(Task details): Copy each line below in which the string "lines" occurs.
# # # # #
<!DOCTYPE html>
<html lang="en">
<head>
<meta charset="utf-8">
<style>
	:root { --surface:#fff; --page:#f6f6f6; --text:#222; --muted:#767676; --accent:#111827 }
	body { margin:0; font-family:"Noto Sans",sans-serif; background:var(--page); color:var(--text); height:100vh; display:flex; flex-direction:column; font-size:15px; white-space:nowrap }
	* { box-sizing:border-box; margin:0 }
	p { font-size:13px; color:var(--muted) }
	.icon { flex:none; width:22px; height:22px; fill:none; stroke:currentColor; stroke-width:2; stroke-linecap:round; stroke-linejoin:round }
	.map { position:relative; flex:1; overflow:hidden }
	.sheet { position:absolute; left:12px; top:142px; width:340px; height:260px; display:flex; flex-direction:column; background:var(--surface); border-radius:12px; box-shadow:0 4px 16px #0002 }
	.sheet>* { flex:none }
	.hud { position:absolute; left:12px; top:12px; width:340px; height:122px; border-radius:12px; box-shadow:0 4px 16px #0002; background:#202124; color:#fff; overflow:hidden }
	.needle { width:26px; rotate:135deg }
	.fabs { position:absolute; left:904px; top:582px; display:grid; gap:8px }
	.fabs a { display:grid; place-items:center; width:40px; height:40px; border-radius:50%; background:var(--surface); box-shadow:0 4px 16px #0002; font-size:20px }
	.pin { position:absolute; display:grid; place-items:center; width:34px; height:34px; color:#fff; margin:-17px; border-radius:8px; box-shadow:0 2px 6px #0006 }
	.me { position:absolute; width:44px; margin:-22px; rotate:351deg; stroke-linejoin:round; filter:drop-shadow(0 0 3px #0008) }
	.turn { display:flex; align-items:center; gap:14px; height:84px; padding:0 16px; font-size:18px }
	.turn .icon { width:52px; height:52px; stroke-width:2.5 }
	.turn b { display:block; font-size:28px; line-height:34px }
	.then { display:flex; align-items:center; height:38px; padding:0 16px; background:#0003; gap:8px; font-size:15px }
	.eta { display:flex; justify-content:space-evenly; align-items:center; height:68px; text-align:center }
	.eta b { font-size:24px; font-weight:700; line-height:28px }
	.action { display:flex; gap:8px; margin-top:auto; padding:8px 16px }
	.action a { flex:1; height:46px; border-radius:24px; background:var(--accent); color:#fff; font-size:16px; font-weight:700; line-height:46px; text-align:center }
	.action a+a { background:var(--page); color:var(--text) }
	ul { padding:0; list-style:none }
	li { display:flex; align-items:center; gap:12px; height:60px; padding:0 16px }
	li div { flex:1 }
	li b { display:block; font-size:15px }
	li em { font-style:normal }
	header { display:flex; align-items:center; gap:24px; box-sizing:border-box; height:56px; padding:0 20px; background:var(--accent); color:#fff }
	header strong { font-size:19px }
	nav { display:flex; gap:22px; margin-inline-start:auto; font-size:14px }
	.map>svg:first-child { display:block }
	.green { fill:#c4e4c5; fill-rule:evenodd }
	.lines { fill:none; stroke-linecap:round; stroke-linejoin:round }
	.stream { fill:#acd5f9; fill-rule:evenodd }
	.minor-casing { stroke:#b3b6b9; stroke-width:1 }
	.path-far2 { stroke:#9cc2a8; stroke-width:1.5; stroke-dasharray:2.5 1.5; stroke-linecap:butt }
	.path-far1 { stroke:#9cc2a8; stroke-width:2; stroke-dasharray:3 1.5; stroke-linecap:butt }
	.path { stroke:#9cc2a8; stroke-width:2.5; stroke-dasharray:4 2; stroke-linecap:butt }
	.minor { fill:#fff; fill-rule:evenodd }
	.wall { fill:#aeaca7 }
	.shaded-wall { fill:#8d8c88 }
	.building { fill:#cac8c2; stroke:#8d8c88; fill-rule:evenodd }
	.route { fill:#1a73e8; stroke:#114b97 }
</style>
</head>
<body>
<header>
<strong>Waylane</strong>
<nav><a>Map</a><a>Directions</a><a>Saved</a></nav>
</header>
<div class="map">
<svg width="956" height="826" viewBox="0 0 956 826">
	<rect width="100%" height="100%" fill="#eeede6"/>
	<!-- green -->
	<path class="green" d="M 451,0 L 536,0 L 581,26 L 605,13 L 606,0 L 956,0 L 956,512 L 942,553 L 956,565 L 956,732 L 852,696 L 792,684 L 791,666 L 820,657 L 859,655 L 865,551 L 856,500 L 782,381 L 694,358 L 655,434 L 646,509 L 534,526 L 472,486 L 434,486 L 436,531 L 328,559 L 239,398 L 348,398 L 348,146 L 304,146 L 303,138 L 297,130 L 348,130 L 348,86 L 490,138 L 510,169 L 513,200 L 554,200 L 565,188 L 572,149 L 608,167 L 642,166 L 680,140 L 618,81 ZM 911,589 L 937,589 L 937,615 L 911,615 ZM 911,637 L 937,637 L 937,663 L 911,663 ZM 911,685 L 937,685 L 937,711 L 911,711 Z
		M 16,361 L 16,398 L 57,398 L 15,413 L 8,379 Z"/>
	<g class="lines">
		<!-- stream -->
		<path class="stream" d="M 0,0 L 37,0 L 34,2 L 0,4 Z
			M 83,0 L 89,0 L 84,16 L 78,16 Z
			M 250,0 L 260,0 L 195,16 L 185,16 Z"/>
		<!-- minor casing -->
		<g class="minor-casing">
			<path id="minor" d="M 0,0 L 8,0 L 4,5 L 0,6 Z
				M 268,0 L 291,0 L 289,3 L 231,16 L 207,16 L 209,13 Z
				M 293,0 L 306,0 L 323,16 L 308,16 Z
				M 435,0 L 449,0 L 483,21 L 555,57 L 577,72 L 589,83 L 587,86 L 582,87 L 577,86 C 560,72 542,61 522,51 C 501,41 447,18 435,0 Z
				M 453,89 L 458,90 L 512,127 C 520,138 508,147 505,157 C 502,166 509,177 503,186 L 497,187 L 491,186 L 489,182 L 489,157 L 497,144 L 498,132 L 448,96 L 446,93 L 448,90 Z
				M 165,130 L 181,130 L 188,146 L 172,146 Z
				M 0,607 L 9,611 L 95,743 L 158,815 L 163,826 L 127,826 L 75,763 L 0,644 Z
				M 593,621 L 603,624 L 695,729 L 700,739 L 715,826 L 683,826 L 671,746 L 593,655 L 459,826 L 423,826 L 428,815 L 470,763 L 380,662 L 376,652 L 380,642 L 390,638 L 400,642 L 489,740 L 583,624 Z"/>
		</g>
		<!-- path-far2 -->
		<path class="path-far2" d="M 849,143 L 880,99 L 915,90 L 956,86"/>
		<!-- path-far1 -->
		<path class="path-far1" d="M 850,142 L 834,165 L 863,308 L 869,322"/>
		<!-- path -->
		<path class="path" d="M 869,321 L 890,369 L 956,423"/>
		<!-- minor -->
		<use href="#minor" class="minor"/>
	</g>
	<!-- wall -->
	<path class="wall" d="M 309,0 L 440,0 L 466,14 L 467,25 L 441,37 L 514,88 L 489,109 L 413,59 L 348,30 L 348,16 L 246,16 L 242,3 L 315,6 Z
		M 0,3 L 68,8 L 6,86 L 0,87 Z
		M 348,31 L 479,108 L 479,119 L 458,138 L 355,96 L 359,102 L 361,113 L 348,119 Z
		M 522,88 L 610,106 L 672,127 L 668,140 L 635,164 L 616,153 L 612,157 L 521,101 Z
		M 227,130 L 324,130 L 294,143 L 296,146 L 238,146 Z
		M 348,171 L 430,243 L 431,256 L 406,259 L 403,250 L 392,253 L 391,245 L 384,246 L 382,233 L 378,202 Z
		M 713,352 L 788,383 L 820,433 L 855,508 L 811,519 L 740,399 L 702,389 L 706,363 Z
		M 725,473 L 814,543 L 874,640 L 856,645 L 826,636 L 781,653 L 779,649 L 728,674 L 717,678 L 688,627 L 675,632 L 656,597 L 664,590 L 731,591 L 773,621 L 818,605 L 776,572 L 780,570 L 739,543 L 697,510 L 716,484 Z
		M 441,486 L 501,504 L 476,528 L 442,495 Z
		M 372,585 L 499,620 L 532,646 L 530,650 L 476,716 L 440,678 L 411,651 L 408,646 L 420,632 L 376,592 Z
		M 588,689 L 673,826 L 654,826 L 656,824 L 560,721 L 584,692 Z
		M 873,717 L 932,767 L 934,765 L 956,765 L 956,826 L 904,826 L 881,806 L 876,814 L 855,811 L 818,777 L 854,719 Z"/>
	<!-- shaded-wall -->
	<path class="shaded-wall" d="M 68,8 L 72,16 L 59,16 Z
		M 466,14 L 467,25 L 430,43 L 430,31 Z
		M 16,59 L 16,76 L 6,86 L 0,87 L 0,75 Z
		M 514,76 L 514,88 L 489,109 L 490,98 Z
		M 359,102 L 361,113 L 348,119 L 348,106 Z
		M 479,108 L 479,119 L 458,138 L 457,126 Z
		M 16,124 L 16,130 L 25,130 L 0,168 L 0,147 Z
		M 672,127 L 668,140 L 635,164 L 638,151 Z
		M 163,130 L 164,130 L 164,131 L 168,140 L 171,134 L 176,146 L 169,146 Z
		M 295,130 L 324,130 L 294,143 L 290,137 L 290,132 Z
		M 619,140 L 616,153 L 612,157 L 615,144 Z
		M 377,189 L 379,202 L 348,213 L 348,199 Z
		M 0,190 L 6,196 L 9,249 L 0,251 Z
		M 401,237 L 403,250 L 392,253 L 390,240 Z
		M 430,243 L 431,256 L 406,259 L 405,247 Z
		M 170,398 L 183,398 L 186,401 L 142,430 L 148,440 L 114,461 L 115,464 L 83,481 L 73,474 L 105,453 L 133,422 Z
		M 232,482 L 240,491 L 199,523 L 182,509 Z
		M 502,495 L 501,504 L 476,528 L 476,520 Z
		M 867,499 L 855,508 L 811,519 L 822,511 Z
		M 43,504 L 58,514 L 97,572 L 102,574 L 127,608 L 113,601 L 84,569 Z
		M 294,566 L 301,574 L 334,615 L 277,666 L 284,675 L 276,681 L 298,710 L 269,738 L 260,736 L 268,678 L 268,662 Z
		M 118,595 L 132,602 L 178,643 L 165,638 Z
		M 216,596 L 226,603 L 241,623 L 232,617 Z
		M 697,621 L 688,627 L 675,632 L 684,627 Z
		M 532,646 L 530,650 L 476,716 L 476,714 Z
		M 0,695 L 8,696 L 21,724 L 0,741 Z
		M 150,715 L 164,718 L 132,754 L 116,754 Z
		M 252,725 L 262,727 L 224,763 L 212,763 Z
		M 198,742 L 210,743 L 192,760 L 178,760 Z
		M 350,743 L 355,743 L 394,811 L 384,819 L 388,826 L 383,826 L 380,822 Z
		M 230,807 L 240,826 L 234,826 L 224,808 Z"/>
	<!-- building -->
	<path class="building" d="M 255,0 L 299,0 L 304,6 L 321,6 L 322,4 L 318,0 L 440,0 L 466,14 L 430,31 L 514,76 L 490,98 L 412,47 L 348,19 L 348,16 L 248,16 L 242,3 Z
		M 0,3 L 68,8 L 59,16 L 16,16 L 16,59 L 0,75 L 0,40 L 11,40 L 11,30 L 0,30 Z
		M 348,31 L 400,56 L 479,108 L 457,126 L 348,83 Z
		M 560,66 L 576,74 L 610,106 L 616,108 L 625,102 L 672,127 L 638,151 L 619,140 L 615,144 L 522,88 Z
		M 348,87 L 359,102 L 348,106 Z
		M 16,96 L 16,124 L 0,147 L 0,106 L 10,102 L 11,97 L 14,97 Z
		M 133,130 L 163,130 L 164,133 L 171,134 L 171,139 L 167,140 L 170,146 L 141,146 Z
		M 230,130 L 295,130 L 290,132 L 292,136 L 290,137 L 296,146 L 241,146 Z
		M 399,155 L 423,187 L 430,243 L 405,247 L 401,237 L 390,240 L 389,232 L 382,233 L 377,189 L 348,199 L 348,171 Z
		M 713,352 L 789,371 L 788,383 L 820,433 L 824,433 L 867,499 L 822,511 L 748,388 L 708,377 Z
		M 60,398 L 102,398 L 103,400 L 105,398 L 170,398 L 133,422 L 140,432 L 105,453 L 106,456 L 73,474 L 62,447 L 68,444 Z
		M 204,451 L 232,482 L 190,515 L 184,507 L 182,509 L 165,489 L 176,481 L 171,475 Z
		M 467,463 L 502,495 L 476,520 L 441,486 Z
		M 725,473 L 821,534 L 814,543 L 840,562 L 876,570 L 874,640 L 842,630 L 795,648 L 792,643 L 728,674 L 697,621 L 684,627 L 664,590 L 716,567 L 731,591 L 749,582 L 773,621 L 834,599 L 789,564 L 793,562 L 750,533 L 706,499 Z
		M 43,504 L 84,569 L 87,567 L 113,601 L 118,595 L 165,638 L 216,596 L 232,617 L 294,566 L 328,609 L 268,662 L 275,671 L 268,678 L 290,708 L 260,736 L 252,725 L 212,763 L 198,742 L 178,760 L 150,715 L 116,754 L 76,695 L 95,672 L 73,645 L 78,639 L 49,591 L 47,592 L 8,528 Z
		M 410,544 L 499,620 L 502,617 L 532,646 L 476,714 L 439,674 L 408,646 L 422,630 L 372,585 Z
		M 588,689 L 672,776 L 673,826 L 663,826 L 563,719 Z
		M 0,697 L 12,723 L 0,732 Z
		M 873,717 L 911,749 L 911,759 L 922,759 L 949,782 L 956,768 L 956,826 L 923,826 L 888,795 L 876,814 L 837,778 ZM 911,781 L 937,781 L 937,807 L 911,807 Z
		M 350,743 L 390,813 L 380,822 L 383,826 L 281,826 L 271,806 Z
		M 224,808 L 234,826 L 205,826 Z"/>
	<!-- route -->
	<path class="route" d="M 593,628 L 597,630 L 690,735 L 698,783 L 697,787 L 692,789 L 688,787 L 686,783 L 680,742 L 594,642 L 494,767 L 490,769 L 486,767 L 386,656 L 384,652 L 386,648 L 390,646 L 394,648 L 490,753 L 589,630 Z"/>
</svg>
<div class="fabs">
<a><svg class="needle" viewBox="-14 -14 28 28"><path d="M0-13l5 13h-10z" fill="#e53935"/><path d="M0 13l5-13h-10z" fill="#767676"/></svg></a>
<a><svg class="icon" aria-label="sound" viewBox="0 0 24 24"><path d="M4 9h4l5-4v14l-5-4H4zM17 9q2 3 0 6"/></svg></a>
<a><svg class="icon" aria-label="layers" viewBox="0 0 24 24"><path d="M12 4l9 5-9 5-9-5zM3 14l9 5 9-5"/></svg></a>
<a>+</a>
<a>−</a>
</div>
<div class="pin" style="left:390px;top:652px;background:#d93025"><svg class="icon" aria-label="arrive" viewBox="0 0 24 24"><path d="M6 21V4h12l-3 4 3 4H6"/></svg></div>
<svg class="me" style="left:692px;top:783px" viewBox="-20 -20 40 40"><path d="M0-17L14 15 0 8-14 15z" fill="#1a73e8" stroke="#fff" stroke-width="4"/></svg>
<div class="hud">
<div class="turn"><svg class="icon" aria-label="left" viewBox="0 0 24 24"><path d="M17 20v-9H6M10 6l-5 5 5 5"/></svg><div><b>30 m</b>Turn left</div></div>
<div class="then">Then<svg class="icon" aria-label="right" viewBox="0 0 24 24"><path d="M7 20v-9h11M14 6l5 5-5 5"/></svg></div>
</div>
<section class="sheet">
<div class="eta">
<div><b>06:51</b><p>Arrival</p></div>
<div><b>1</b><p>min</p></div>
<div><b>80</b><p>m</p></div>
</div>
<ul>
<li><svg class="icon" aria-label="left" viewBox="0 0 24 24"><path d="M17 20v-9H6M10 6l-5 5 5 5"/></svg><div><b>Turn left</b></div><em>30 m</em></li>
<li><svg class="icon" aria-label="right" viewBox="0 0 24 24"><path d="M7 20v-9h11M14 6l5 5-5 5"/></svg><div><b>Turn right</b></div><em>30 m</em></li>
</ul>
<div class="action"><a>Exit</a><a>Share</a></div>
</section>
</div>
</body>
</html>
# # # # #
(Exercise result):
	.lines { fill:none; stroke-linecap:round; stroke-linejoin:round }
	<g class="lines">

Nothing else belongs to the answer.